Kiedy zaczął opadać, Odepchnął się od kolejnej latarni i ruszył dalej naprzód. Długi szereg metalowych słupów był jak jego osobista linia kolejowa. Przeskakiwał od latarni do latarni, a jego wyczyny przyciągały uwagę pasażerów przejeżdżających powozów, zarówno tych zaprzężonych w konie, jak i tych bez koni.
Uśmiechnął się. Monetostrzelni tacy jak on nie zdarzali się często, ale Elendel było dużym, gęsto zaludnionym miastem. Ci ludzie z pewnością już wcześniej widzieli kogoś, kto skakał po ulicach, odbijając się od metalu. W Elendel Monetostrzelni często pełnili funkcję szybkich gońców.
Rozmiar miasta wciąż go oszałamiał. Mieszkało w nim kilka milionów ludzi, może nawet aż pięć. Nikt nie oszacował dokładnie mieszkańców wszystkich dzielnic – nazywano je Oktantami i, jak można się spodziewać, było ich osiem.

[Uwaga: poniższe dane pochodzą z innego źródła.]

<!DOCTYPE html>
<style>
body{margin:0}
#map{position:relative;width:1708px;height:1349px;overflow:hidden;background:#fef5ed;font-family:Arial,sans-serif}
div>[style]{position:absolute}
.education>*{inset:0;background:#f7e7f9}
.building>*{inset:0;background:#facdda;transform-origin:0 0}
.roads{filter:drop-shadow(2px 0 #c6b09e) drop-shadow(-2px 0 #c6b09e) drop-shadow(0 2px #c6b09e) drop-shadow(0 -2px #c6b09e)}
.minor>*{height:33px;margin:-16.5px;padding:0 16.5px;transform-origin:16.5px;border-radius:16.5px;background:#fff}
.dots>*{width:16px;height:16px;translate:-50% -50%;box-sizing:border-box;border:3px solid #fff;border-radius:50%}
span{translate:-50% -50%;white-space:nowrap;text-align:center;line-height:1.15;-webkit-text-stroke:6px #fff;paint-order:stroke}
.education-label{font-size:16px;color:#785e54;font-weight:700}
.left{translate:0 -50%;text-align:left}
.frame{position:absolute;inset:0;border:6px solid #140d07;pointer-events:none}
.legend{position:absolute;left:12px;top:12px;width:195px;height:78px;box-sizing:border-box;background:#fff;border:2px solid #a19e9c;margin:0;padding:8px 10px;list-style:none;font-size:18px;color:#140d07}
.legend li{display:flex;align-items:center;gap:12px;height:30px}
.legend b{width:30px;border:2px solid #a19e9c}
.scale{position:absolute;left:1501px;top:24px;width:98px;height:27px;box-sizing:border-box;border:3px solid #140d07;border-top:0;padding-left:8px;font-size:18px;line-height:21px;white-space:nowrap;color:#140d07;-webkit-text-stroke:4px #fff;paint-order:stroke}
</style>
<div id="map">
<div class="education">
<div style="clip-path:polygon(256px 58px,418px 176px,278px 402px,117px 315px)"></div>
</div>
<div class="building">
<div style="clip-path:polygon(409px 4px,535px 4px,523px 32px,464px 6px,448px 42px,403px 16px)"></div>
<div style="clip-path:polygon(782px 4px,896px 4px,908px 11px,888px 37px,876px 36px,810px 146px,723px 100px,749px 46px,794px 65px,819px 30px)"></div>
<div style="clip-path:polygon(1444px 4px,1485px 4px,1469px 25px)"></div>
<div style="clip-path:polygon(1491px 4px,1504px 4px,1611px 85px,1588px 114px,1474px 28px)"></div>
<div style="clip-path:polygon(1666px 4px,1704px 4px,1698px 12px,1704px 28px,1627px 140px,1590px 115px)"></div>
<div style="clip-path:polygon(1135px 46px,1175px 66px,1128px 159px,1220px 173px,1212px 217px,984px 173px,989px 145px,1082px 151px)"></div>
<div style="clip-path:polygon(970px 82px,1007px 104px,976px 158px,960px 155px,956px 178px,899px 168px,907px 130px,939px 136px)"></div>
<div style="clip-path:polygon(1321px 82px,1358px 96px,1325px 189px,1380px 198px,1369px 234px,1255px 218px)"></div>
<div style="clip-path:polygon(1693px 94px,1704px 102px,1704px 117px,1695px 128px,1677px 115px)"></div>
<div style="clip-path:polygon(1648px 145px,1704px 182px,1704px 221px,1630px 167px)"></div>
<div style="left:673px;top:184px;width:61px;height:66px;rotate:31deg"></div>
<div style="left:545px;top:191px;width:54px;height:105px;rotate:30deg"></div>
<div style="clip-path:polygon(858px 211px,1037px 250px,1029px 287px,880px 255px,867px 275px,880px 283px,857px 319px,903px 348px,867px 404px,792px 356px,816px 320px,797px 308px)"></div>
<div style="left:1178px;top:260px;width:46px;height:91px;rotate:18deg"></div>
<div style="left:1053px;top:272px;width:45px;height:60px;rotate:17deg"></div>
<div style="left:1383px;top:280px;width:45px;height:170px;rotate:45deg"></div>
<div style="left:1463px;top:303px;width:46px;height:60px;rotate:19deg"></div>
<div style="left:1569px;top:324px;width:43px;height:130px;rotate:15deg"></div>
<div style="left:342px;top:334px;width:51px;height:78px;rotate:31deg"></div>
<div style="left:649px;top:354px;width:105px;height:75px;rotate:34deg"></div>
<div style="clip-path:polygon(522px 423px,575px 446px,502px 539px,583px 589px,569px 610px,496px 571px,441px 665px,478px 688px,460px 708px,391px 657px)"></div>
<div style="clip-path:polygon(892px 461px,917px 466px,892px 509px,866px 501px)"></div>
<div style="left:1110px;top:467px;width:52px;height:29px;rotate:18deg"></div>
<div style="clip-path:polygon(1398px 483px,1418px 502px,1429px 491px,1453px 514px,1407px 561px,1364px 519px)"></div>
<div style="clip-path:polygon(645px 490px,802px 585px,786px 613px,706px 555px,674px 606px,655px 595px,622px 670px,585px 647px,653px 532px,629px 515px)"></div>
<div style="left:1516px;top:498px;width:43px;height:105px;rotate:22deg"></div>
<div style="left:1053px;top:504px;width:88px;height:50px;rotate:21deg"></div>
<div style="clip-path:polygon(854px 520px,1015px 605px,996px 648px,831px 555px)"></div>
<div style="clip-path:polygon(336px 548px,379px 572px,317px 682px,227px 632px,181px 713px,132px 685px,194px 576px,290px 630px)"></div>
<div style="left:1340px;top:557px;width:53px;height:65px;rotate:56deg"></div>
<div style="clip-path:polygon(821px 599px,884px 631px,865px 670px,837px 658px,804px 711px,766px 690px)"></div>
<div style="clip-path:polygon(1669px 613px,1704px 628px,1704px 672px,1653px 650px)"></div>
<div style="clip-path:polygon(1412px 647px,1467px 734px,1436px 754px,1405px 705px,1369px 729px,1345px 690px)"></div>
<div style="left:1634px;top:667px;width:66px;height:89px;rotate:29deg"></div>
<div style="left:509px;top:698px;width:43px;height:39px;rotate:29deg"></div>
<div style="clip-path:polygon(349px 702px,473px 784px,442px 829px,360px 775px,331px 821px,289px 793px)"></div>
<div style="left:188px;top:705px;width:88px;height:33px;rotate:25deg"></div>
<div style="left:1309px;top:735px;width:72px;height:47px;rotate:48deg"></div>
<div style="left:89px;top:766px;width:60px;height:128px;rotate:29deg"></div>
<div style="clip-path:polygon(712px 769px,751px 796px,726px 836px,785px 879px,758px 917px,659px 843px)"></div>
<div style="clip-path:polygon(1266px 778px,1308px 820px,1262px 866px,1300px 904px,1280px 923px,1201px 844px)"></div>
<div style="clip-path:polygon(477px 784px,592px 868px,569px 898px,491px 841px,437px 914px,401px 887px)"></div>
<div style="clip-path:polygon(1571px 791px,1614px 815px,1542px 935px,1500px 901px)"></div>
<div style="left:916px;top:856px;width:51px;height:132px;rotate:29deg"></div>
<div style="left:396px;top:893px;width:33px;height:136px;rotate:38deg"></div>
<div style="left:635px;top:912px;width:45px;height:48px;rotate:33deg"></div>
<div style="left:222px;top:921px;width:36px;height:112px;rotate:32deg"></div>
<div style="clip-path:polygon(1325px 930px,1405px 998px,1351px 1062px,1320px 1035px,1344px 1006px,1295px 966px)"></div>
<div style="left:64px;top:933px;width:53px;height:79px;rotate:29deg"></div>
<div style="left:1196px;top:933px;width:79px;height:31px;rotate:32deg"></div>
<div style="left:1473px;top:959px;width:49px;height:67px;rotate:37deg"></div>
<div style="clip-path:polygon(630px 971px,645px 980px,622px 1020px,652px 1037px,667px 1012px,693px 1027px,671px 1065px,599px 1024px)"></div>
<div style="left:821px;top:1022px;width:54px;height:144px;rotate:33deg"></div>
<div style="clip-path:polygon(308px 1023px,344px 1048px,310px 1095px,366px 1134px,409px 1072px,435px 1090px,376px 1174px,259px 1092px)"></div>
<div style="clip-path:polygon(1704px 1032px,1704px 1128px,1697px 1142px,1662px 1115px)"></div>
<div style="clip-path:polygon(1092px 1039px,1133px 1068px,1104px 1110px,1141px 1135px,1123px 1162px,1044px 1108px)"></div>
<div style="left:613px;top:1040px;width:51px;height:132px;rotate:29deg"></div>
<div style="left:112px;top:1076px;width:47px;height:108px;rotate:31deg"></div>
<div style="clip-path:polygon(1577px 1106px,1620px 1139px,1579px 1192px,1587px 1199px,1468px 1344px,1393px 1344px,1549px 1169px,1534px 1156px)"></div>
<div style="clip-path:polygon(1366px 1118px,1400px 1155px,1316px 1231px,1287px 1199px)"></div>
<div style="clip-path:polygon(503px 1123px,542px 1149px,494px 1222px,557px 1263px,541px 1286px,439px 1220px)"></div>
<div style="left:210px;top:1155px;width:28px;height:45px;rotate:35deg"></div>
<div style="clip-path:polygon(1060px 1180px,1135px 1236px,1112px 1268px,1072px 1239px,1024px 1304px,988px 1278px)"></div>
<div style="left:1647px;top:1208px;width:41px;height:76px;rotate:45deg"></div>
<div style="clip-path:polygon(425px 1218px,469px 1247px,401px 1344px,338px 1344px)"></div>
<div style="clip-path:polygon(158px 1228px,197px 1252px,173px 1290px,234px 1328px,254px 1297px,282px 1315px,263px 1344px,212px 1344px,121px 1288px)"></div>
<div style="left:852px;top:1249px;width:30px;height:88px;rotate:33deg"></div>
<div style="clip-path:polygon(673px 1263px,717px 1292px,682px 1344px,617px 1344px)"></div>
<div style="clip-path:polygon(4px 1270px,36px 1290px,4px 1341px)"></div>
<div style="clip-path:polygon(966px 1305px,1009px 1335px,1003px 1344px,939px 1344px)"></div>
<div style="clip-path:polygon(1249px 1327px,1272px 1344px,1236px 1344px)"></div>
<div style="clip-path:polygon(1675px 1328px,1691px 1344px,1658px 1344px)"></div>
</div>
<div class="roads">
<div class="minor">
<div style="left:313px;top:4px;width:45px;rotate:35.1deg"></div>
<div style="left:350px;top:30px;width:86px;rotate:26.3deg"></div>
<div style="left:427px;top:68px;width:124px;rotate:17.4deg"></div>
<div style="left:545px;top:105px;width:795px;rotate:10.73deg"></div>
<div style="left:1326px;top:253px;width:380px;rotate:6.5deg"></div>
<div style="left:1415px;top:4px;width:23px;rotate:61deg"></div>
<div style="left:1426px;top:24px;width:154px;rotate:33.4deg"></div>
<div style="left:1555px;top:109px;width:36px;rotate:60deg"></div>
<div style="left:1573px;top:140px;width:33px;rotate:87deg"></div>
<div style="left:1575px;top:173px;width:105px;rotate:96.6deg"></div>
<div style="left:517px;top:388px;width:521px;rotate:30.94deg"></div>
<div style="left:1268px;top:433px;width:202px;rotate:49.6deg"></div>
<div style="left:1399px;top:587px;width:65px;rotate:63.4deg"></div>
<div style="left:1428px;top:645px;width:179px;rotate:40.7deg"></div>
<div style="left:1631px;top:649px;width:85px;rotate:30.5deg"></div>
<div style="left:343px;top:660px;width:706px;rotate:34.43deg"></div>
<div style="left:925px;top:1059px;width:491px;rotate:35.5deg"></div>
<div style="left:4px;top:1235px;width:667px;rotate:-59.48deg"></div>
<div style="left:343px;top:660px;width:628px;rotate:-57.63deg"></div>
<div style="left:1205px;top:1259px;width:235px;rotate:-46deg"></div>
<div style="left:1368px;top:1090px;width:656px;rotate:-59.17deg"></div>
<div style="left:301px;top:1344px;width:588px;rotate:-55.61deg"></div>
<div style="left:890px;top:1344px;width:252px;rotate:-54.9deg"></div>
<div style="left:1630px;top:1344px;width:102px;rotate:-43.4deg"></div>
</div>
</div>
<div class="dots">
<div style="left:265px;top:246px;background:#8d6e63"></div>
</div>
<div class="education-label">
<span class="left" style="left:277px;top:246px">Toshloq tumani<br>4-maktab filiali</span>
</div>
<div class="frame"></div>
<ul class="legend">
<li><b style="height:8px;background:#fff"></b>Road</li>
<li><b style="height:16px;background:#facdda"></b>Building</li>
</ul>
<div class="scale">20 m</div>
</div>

Miliony – nie umiał sobie tego wyobrazić, choć przecież tu dorastał. Zanim opuścił Weathering, sądził, że robi się zbyt duże, choć w miasteczku mogło mieszkać najwyżej dziesięć tysięcy ludzi.
Wylądował na latarni naprzeciwko ogromnej Żelaznej Budowli. Wygiął szyję i spojrzał w górę na potężną konstrukcję. Jej szczyt niknął w mroku. Czy mógłby wspiąć się na coś tak wysokiego? Nie umiał Przyciągać metali, jedynie się od nich Odpychać – nie był mitycznym Zrodzonym z Mgły ze starych historii, jak Ocalały czy Wojowniczka Wstąpienia. Jedna moc allomantyczna i jedna feruchemiczna, to było maksimum. A nawet posiadanie jednej z nich uważano za rzadki przywilej – Podwójni tacy jak Wax byli prawdziwymi wyjątkami.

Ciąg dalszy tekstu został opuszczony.